Una vez más un desastre natural se ha cebado con uno de los países más pobres del planeta, y, como consecuencia del mismo, también una vez más asistimos a la hipocresía y cinismo de los países que, por su imperialista actuación permanente en buena parte del mundo -incluido en Haití-, tienen responsabilidad infinita en la […]

Una vez más un desastre natural se ha cebado con uno de los países más pobres del planeta, y, como consecuencia del mismo, también una vez más asistimos a la hipocresía y cinismo de los países que, por su imperialista actuación permanente en buena parte del mundo -incluido en Haití-, tienen responsabilidad infinita en la calamitosa situación de gran parte de los pobladores de nuestra maltrecha Tierra.

Haití es el país más pobre de América, lo que no es ninguna bobería, y, según el listado del índice de Desarrollo Humano de la ONU, ocupa el puesto 155 de entre 177 países valorados.

Mucho se habla estos días de la «ayuda humanitaria» ofrecida por los gobiernos del Primer Mundo, como si el Tercer Mundo no fuera precisamente la nefasta consecuencia de la lujosa existencia del primero. Los actuales pobladores primermundistas -los gobernantes y sus gobernados- deberían ser menos soberbios, más humildes y comedidos. No se vayan a pensar que el nivel de vida que hoy en día poseen en sus respectivos «edenes» se debe a que son más inteligentes que los habitantes de los países subdesarrollados. A estas alturas no es conveniente ni saludable confundir la inteligencia con la rapiña.

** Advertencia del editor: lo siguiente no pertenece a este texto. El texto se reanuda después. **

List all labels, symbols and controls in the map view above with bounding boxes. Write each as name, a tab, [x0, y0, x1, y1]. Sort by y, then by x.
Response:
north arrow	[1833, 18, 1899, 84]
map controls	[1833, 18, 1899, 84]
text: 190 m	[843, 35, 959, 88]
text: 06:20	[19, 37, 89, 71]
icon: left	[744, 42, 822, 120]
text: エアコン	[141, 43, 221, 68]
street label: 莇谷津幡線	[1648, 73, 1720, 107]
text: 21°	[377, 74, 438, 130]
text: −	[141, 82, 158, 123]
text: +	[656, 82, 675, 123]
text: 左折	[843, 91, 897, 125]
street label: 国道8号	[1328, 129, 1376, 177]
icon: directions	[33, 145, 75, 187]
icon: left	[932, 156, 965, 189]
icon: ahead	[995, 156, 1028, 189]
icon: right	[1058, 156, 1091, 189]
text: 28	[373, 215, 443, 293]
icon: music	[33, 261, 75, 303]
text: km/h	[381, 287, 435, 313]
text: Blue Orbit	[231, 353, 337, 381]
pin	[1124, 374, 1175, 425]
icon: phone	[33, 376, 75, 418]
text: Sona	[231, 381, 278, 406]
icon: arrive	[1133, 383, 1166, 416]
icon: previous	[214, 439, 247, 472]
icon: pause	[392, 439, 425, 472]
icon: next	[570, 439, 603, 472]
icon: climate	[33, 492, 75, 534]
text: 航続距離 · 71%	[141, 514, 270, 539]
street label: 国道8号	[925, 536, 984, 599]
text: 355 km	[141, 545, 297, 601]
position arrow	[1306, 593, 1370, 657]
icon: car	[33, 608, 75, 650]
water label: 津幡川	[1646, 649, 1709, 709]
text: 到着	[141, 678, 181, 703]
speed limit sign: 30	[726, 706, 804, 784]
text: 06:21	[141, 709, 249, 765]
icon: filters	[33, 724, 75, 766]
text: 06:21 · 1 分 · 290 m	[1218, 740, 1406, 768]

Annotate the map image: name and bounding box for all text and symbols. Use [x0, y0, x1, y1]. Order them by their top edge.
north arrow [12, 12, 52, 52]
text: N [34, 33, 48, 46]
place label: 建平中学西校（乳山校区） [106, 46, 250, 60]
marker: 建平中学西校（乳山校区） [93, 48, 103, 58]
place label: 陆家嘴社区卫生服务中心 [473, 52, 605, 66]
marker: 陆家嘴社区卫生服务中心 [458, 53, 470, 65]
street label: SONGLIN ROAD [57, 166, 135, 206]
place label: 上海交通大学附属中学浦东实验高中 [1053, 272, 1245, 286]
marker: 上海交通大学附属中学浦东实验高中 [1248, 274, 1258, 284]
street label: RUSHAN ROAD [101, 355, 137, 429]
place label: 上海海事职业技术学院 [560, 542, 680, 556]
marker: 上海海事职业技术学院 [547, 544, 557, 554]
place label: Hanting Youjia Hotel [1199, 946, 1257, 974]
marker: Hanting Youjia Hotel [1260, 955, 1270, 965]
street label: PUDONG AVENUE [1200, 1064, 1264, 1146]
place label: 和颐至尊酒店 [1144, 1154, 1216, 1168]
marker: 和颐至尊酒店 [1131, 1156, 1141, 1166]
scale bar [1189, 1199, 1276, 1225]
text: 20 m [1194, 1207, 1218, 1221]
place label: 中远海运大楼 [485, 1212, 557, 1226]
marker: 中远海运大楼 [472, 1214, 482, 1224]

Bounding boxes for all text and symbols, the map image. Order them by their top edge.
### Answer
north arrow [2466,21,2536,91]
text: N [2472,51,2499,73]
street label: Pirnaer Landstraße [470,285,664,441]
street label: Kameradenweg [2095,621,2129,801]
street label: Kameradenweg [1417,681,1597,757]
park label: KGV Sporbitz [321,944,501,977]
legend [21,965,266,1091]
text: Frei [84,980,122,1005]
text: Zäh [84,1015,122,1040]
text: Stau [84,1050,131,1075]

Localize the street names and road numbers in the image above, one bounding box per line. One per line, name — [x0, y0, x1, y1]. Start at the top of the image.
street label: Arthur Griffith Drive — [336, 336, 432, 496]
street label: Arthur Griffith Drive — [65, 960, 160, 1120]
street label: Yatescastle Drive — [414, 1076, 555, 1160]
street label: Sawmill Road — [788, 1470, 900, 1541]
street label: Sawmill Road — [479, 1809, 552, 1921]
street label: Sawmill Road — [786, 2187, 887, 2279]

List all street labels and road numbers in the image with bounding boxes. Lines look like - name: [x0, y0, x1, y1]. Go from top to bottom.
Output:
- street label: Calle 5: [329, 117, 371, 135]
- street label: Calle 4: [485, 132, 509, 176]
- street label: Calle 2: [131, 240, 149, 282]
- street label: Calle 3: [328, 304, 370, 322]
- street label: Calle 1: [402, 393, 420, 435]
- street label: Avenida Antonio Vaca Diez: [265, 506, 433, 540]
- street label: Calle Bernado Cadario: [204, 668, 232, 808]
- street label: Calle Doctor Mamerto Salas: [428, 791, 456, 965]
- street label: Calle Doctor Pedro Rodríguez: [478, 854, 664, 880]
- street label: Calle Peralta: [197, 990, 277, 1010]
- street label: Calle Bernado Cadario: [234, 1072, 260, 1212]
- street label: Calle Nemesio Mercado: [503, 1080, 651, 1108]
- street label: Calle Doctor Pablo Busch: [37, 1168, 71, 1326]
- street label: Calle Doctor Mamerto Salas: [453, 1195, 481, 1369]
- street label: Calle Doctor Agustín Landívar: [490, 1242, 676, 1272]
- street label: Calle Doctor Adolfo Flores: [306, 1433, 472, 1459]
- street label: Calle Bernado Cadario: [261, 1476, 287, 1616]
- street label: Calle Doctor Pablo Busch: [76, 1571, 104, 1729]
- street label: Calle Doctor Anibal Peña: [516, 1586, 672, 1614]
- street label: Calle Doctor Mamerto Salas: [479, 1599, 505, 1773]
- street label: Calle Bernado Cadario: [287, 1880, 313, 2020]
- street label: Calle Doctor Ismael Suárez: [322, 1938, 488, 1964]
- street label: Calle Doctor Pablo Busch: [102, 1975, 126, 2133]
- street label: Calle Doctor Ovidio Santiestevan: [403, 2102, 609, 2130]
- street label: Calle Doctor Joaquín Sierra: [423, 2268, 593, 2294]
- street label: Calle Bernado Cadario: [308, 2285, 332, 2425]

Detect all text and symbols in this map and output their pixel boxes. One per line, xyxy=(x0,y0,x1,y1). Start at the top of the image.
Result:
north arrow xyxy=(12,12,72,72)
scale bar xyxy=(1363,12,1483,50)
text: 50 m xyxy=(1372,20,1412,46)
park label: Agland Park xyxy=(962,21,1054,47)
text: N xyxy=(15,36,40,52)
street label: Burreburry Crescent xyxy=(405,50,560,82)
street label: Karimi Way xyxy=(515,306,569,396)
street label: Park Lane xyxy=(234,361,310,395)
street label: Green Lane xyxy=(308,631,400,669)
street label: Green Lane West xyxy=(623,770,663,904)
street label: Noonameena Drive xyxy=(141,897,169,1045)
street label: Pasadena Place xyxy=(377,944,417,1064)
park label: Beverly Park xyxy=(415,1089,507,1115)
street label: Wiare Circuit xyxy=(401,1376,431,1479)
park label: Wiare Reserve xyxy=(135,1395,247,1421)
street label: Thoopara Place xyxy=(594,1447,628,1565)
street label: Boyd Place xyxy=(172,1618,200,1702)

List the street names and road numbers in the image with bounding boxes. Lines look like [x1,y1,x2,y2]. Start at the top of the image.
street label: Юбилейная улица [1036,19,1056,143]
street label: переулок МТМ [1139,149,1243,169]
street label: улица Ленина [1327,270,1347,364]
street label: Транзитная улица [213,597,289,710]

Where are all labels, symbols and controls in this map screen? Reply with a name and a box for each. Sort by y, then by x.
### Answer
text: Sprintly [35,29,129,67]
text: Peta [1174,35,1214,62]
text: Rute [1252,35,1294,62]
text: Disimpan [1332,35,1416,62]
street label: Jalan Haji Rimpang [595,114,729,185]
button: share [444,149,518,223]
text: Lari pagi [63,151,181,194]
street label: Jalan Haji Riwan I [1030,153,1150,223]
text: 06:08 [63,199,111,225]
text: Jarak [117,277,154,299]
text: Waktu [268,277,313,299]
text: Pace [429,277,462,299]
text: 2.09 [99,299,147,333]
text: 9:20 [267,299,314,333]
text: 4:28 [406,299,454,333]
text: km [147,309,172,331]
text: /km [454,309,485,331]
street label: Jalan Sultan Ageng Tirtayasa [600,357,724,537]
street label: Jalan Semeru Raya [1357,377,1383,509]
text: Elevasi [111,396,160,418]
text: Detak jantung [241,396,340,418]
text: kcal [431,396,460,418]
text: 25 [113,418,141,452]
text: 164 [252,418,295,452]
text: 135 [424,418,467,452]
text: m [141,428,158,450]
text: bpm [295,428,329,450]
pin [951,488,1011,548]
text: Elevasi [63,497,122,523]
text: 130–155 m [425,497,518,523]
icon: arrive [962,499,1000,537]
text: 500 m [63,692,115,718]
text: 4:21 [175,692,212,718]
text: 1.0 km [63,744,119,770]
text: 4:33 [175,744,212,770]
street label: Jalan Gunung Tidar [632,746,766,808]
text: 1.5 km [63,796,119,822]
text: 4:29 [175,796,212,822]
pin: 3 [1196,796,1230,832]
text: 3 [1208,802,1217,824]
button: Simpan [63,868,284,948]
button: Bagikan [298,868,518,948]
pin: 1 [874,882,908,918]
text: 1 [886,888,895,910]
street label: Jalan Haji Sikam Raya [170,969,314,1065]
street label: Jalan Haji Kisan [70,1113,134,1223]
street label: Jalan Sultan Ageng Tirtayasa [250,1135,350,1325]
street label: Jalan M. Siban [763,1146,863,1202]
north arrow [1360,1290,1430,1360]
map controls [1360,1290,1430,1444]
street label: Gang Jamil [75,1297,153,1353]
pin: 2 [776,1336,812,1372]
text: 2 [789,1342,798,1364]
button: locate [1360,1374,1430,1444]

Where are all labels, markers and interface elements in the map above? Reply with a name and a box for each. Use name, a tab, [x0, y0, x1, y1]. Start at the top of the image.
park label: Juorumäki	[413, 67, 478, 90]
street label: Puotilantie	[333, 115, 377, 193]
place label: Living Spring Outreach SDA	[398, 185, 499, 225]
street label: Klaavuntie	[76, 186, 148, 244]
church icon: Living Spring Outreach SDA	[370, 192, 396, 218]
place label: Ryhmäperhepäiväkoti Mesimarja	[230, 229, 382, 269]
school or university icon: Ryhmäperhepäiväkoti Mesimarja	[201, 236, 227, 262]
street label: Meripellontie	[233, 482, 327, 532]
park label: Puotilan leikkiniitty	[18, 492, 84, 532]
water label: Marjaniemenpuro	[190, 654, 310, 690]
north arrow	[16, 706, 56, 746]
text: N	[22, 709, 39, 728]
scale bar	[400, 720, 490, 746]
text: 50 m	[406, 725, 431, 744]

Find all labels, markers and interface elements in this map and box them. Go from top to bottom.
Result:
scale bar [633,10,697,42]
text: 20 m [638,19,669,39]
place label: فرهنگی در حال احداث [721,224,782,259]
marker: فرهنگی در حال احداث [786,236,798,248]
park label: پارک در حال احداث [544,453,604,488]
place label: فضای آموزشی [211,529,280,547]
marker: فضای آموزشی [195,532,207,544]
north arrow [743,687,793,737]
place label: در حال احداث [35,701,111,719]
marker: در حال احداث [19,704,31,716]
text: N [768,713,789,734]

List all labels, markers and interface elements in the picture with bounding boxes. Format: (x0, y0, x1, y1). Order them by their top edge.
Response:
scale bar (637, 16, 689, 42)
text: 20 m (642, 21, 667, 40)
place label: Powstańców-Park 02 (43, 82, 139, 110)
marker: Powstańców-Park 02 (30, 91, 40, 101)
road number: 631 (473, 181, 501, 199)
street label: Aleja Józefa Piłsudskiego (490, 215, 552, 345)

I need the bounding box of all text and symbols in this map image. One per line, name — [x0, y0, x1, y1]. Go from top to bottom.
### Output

Sería bueno recordar que, fundamentalmente, las balanzas se desequilibran porque se quita de un lado para ponerlo en el otro. Y para llevar a cabo tan despiadado y egoísta proceso, más que la inteligencia, lo que históricamente siempre se ha utilizado ha sido la fuerza. Citaré un solo ejemplo de los muchísimos que existen: Los 16 millones de kilos de plata que en poco más de siglo y medio fueron extraídos del Cerro Rico de Potosí -en la actual Bolivia- y llevados a España, consolidaron el capitalismo europeo y aniquilaron a ocho millones de explotados indígenas. Hipotecada como estaba la Corona, buena parte de esa plata, así como de los 185.000 kilos de oro que entre 1503 y 1660 igualmente llegaron al puerto de Sevilla, pasaron rápidamente a manos de los acreedores del reino. De esta manera la prosperidad de Madrid, Londres, Alemania, Suiza, Amsterdam, París… se vio grandemente beneficiada.

Hoy, en mayor o menor medida y sin necesidad de mantener a sus colonias tradicionales, los países ricos siguen saqueando a los países empobrecidos, y además lo hacen de manera más eficaz para la consecución de sus perversos intereses.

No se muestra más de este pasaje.